Florian, his older brother and their parents arrived in Maine Sunday afternoon from Washington, D.C. On Tuesday, he spent the day at Howe & Howe remotely controlling a robotic military vehicle and working with the company to build a professional-grade, radio-controlled model helicopter.

Burt Dumond, president of the Southern Maine Radio Control Helicopter Association, was Florian’s flight instructor.

On Wednesday, the Howes took the Knollmanns for a trip on a chartered boat and then returned to the shop so Florian could start designing a custom plaque on specialized software and testing the helicopter.

Florian said the whole experience was “awesome” and he hoped to use the skills he learned with the Howes in his future career.

“(The experience) means a lot to me,” he said. “I’d like to work with the military, maybe building robots, or building cars or boats or a plane.

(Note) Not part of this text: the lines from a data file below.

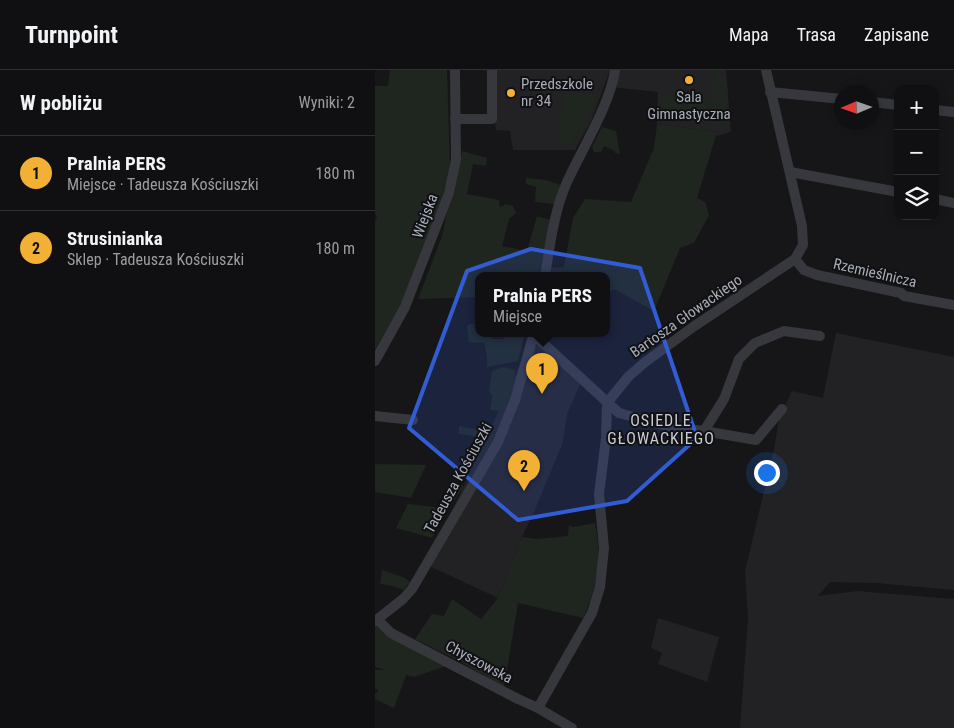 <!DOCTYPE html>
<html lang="pl">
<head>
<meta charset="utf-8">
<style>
  :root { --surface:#101012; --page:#1e1e20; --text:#f1f3f6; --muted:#9c9d9f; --line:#303032; --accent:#f2b134 }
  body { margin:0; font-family:"Roboto Condensed",sans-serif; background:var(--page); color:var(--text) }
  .controls { position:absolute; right:15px; top:15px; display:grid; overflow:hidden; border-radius:10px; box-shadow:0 2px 8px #0003 }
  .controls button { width:45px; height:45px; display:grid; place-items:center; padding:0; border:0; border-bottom:1px solid var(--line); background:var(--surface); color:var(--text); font:25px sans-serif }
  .compass { position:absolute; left:459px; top:15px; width:45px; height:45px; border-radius:50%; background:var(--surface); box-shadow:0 2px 8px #0003; rotate:268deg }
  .you { position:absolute; left:391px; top:402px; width:18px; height:18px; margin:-12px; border:4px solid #fff; border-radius:50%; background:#1a73e8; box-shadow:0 0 0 8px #1a73e833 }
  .badge { display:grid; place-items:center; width:32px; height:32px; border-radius:50%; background:var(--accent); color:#111; font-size:16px; font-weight:700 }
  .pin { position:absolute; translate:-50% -41px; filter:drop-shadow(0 1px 2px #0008) }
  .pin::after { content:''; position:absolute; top:26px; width:18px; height:15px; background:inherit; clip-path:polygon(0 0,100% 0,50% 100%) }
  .popup { position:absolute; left:100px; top:202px; width:135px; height:65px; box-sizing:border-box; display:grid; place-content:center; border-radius:10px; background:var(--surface); filter:drop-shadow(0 1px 4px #0005); font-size:16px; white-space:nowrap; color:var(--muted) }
  .popup b { font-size:19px; color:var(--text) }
  .popup::after { content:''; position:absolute; left:50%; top:100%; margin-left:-10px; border:10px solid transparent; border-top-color:var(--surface) }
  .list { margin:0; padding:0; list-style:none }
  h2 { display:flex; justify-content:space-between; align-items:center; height:65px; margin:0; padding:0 20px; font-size:21px }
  h2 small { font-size:16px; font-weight:400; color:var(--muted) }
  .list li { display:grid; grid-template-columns:32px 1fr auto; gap:15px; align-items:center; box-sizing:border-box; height:75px; padding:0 20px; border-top:1px solid var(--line) }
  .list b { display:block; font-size:19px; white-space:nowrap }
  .list p { margin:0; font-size:16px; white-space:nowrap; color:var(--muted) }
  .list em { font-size:16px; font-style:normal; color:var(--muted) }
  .icon { flex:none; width:28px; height:28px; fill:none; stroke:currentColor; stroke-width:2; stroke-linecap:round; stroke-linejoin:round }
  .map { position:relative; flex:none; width:579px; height:658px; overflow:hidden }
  header { display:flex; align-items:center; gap:30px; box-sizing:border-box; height:70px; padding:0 25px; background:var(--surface); border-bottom:1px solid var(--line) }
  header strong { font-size:24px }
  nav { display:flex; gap:28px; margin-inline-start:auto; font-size:18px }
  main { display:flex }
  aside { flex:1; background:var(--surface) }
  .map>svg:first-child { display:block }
  .built { fill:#222225 }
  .green { fill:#1e261f }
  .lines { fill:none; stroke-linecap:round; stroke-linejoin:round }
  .minor { stroke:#37383d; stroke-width:10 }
  .marked { fill:#325cd3; fill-opacity:0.2; stroke:#325cd3; stroke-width:4; stroke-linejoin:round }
  .poi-dot { fill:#f2b134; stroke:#111113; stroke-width:2 }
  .labels { text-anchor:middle; stroke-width:4; stroke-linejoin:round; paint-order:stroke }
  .poi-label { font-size:15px; fill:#a8adb8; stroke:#111113; text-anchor:start }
  .street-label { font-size:15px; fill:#a8adb8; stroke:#111113 }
  .neighbourhood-label { font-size:16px; letter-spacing:1px; fill:#c9ccd4; stroke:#111113 }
</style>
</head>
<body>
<header>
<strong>Turnpoint</strong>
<nav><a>Mapa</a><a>Trasa</a><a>Zapisane</a></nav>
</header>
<main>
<aside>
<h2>W pobliżu<small>Wyniki: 2</small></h2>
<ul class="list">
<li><span class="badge">1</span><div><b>Pralnia PERS</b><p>Miejsce · Tadeusza Kościuszki</p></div><em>180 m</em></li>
<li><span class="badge">2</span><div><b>Strusinianka</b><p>Sklep · Tadeusza Kościuszki</p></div><em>180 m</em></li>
</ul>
</aside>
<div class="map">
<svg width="579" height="658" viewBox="0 0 579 658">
  <rect width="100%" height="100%" fill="#161618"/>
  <g class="built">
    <path d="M 120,0 L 235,0 L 216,51 L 200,80 L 138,80 L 135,61 L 121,60 L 119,47 Z"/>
    <path d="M 240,0 L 351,0 L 356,62 L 341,66 L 342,62 L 282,54 L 283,22 L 236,17 Z"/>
    <path d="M 461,263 L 579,287 L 579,520 L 501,513 L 455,512 L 443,526 L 482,521 L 579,529 L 579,658 L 365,658 L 373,548 L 370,501 L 399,380 L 404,348 L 417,321 L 448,328 Z"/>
    <path d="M 159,265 L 207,310 L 192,344 L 188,372 L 159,442 L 147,467 L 123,528 L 52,495 Z"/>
    <path d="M 283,548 L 344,567 L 332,612 L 283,594 L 287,583 L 276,578 Z"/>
  </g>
  <g class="green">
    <path d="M 15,0 L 72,0 L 75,99 L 69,121 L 28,231 L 0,280 L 0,151 L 2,150 L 0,141 L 0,16 L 13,16 Z"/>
    <path d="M 339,0 L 342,0 L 343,2 L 351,6 L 353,24 L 350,56 L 333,54 Z"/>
    <path d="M 196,21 L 223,25 L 206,67 L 199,66 L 197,74 L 184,74 L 187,28 L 192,22 Z"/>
    <path d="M 288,24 L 334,29 L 330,54 L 285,48 Z"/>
    <path d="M 282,54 L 342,62 L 322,128 L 330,132 L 334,145 L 319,173 L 305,178 L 279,241 L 239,219 L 231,224 L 231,205 L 170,205 L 171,198 L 189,197 L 198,148 L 210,129 L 256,132 L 279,78 Z"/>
    <path d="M 227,57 L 241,61 L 245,84 L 240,83 L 240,81 L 229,76 L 226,82 L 219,82 L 217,77 Z"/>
    <path d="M 87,81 L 112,88 L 111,96 L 98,94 L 92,124 L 124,130 L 125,137 L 131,134 L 138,136 L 141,143 L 134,149 L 127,176 L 152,181 L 162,146 L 175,150 L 164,205 L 103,205 L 103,227 L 43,229 L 67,166 L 72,143 L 80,121 Z"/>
    <path d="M 151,108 L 171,110 L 185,115 L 179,134 L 160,132 L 161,117 L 151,114 Z"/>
    <path d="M 95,254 L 103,255 L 103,263 L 117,263 L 117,269 L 129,269 L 130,263 L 150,263 L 143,291 L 112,297 L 112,287 L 109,273 L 94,272 L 92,256 Z"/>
    <path d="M 163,285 L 169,287 L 181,298 L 178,301 L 174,298 L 166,306 L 171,311 L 167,316 L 164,313 L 165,307 L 162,304 L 155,301 L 159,288 Z"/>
    <path d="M 129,297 L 141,300 L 130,342 L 115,340 L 117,326 L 114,321 L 117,301 Z"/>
    <path d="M 84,356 L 121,363 L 116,373 L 110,373 L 105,370 L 104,367 L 84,364 Z"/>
    <path d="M 0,394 L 51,395 L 36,428 L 0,422 Z"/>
    <path d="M 79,411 L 89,416 L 72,441 L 57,468 L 21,458 L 33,434 L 69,438 L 78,419 Z"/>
    <path d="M 220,453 C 227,488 223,516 208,548 L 143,533 L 129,618 L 86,592 L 40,569 L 57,544 L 69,546 L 77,529 L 106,549 L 123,528 L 147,467 L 162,469 L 193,466 L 194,455 L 198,457 Z"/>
    <path d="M 7,500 L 30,508 L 35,512 L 29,520 L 18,516 L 5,514 Z"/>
    <path d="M 0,551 L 77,594 L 39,607 L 31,605 L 19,638 L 0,629 L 0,623 L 3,622 L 3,619 L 0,619 L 0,600 L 10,600 L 0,597 Z"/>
  </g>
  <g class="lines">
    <g class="minor">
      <path d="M 395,22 L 467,29"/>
      <path d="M 497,32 L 523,35"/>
      <path d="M 560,40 L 579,42"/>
      <path d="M 80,49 L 117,49 L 117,0"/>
      <path d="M 415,102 L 523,122"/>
      <path d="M 560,129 L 579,133"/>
      <path d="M 420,189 L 429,200 L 442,205 L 526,223 L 529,226 L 579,235"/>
      <path d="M 170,205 C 175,175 179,141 192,112 C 207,79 235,35 240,0"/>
      <path d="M 159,265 L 244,343 L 295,357 L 329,361 L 349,329 L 364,289 L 380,273 L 409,261 L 445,266"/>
      <path d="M 0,291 L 30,237 L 74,123 L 81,90 L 80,0"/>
      <path d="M 0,346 L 38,350"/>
      <path d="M 329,361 L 381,370 L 407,339"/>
      <path d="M 3,550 L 16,563 L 143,629 L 163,638 L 197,658"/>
      <path d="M 0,551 L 28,529 L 37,519 L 123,372 L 140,330 L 159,263"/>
      <path d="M 163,638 L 217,543 L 225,517 L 229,478 L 224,424 L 231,368 L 232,333 L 253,307 L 269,293 L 318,257 L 420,189 L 428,175 L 427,156 L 391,0"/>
    </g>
  </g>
  <path class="marked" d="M 156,179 L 265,198 L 322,368 L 252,431 L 143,450 L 34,358 L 92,201 Z"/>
  <g class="poi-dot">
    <circle cx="314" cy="10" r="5"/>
    <circle cx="136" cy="23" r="5"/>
  </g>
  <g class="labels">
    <g class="poi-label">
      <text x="146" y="19">Przedszkole<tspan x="146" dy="17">nr 34</tspan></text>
      <text x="314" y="32" text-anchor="middle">Sala<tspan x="314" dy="17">Gimnastyczna</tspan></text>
    </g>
    <g class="street-label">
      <text transform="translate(50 146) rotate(-69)" y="5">Wiejska</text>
      <text transform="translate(500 203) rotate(13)" y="5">Rzemieślnicza</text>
      <text transform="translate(311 246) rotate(-35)" y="5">Bartosza Głowackiego</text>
      <text transform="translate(83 408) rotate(-61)" y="5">Tadeusza Kościuszki</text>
      <text transform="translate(104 592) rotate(28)" y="5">Chyszowska</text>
    </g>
    <g class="neighbourhood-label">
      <text x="286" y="356">OSIEDLE<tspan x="286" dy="18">GŁOWACKIEGO</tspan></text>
    </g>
  </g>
</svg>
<div class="controls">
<button>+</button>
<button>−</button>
<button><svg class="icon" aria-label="layers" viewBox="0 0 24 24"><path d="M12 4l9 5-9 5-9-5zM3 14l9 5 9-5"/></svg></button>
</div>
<svg class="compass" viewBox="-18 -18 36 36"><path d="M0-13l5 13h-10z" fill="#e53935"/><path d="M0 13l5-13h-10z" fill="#9c9d9f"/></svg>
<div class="you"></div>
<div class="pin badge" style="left:167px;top:324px">1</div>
<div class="popup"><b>Pralnia PERS</b>Miejsce</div>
<div class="pin badge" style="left:149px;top:421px">2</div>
</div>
</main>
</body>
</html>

Or, like, work for Lamborghini or Porsche.”

In addition to the helicopter, Florian will go home with parts and equipment donated by the Howes and the helicopter association.

Florian’s mom, Barbara Knollmann, said the experience meant the world to the entire family, which plans to do some hiking and camping before heading back to Washington on Sunday.

“It’s a wonderful opportunity to have a wish come true after everything he went through,” she said. “He has been in a lot of pain from treatments, so this means a lot.”

The family’s situation changed dramatically after Florian’s diagnosis in 2011. “Life really stopped and everyone just focused on getting Florian through the treatments,” she said.